Collected data entries
==============================

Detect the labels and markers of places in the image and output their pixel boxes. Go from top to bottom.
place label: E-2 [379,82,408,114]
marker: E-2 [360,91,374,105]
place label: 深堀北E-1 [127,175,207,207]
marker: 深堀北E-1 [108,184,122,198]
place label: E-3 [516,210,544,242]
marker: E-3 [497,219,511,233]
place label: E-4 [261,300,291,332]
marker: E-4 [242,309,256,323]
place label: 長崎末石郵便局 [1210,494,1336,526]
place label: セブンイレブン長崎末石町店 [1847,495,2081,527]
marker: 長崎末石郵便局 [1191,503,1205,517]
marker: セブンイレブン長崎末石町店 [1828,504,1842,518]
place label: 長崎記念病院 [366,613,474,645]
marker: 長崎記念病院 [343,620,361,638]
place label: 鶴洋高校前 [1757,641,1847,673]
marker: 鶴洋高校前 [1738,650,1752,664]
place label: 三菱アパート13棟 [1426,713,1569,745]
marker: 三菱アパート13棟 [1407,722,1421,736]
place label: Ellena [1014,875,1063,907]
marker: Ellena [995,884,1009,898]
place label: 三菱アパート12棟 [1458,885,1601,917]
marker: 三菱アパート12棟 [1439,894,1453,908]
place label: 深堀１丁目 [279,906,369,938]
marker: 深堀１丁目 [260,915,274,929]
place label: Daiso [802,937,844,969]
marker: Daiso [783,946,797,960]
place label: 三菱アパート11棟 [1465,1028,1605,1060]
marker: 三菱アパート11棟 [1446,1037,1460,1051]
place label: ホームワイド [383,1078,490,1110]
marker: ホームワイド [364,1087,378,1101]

==============================

[DESCRIPTION OF THE TASK]: Show all lines from the records above where the word "深堀北E" occurs.

[ANSWER TO THE EXERCISE]:
place label: 深堀北E-1 [127,175,207,207]
marker: 深堀北E-1 [108,184,122,198]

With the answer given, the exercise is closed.